> Exercise data:
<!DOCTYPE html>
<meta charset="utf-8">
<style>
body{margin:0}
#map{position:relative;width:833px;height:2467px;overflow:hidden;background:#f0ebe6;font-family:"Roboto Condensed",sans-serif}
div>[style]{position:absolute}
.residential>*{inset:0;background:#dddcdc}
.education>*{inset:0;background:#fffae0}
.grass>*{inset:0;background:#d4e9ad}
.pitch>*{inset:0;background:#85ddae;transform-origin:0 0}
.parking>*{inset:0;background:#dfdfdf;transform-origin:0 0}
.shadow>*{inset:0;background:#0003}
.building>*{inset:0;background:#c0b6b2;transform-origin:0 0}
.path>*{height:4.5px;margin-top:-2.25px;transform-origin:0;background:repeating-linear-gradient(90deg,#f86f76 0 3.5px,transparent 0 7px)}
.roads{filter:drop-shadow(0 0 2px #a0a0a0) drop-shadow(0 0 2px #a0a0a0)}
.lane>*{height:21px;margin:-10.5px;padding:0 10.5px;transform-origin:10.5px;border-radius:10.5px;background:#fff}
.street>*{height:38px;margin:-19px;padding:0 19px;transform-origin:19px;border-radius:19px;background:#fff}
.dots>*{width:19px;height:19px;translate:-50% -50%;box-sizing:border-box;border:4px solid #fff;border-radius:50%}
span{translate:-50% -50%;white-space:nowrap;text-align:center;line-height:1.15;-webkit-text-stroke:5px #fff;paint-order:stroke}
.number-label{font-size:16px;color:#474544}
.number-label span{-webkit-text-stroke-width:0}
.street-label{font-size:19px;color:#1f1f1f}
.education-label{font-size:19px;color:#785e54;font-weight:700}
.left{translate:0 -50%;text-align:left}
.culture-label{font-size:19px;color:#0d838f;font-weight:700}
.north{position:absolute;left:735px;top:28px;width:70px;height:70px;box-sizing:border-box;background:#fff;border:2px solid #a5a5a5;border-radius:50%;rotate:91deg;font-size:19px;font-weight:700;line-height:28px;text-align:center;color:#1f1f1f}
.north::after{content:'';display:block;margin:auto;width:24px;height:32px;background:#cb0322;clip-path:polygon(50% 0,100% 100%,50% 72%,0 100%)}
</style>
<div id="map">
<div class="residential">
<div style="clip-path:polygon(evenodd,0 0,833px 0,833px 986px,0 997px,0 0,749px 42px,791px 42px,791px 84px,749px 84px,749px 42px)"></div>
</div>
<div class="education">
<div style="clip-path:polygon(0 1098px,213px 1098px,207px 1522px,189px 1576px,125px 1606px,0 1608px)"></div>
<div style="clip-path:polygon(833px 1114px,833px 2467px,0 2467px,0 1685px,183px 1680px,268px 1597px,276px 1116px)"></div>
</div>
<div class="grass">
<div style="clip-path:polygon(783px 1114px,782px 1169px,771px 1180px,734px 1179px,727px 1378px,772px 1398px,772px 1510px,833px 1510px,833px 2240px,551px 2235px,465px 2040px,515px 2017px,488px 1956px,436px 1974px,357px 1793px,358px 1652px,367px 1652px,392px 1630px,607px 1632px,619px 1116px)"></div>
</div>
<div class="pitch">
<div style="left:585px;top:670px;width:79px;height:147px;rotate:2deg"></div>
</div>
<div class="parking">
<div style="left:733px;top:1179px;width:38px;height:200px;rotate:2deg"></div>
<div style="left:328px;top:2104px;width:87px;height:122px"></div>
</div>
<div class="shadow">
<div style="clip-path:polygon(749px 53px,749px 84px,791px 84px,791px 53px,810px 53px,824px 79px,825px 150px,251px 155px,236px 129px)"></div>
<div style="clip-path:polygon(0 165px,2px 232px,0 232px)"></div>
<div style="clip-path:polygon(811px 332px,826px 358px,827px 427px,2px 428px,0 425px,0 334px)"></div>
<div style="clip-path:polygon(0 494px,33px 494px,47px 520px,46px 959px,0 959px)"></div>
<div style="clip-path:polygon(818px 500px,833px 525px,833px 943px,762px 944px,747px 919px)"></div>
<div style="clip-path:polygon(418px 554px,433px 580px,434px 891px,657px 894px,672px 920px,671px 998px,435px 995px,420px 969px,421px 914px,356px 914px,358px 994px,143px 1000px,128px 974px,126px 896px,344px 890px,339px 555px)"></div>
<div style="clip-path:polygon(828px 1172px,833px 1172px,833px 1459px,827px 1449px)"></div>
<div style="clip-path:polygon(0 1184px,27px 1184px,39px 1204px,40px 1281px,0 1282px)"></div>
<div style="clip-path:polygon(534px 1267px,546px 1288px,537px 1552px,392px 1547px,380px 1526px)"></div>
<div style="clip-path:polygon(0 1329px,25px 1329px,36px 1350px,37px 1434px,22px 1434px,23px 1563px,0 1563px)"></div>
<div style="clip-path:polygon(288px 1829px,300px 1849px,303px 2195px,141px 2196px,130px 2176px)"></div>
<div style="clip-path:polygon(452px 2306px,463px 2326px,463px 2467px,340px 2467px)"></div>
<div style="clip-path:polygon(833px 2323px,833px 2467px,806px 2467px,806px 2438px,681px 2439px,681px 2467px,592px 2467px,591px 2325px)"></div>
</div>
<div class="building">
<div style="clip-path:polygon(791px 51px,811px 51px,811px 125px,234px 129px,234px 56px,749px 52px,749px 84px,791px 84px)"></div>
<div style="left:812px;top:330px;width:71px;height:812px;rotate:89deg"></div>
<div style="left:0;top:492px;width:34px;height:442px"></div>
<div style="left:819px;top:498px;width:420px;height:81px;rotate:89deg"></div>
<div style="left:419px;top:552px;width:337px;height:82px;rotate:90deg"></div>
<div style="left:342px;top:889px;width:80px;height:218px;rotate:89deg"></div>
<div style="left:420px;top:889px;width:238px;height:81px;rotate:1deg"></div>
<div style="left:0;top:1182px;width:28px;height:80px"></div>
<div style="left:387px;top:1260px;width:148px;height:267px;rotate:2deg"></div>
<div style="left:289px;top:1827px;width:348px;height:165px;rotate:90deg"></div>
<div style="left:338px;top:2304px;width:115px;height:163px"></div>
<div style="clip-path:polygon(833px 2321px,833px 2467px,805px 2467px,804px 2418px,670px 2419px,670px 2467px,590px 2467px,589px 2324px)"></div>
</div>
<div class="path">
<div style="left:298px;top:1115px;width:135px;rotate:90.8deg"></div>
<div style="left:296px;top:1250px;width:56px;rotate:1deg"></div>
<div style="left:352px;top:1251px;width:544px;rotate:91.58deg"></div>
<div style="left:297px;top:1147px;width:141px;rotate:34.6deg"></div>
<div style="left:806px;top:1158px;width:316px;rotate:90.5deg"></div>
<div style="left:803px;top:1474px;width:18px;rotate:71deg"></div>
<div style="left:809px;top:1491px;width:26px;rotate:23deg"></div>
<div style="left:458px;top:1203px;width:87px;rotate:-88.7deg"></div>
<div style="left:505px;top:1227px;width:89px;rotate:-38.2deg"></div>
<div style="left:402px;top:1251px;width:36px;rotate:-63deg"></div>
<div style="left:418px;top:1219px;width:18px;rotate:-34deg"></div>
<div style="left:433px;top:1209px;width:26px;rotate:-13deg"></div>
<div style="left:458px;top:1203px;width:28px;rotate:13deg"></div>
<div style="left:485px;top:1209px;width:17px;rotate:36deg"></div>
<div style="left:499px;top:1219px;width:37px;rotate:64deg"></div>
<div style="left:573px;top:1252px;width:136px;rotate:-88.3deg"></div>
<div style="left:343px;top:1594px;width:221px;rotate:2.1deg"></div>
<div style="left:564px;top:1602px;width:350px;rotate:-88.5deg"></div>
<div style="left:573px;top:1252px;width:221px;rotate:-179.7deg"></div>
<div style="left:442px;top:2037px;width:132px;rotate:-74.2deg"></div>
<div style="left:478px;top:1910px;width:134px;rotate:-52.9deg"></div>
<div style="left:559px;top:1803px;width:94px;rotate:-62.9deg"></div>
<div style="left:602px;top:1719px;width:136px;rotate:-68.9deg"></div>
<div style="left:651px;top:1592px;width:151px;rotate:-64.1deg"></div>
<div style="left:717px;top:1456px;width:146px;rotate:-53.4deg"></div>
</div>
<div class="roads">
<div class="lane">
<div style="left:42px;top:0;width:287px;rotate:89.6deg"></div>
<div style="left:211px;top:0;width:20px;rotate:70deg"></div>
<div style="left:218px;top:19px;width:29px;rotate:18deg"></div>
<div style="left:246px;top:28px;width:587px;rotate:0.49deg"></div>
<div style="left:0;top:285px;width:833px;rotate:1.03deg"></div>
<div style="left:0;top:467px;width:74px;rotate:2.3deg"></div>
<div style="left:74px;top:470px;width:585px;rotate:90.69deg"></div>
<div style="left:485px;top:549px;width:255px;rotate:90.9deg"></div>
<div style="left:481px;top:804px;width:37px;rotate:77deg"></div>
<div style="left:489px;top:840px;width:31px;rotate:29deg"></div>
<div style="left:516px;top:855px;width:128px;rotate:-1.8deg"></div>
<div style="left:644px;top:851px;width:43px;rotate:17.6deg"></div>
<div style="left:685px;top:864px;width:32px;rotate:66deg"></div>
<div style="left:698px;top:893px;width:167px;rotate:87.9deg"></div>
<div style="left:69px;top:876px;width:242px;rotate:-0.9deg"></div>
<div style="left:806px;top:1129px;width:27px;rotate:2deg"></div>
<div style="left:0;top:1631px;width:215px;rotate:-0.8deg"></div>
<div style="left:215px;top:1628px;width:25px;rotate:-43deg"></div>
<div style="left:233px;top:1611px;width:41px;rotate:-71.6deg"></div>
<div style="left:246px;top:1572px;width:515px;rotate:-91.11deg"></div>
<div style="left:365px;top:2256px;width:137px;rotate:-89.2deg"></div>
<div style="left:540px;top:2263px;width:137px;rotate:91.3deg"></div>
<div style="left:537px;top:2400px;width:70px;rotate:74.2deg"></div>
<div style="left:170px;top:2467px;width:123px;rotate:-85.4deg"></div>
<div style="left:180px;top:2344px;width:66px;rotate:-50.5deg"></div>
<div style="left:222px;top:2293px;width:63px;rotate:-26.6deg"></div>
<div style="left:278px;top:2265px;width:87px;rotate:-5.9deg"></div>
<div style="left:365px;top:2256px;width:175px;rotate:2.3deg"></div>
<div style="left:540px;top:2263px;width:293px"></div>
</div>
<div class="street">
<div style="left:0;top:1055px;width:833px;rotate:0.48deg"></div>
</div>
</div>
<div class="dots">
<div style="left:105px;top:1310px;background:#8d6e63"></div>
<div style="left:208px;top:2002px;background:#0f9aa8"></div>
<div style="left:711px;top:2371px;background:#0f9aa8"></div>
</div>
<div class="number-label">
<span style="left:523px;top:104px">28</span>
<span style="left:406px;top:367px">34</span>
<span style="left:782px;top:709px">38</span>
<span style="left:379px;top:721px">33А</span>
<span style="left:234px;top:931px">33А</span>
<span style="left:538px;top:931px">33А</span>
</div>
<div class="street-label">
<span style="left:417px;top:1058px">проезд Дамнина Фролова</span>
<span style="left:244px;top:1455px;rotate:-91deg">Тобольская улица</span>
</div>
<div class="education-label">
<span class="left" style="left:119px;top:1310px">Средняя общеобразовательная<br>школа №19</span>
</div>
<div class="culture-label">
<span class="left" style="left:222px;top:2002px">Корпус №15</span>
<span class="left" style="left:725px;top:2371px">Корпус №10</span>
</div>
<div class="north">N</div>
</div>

> What the exercise asks: Extract every line above containing the word "lane".

> Response to the task:
.lane>*{height:21px;margin:-10.5px;padding:0 10.5px;transform-origin:10.5px;border-radius:10.5px;background:#fff}
<div class="lane">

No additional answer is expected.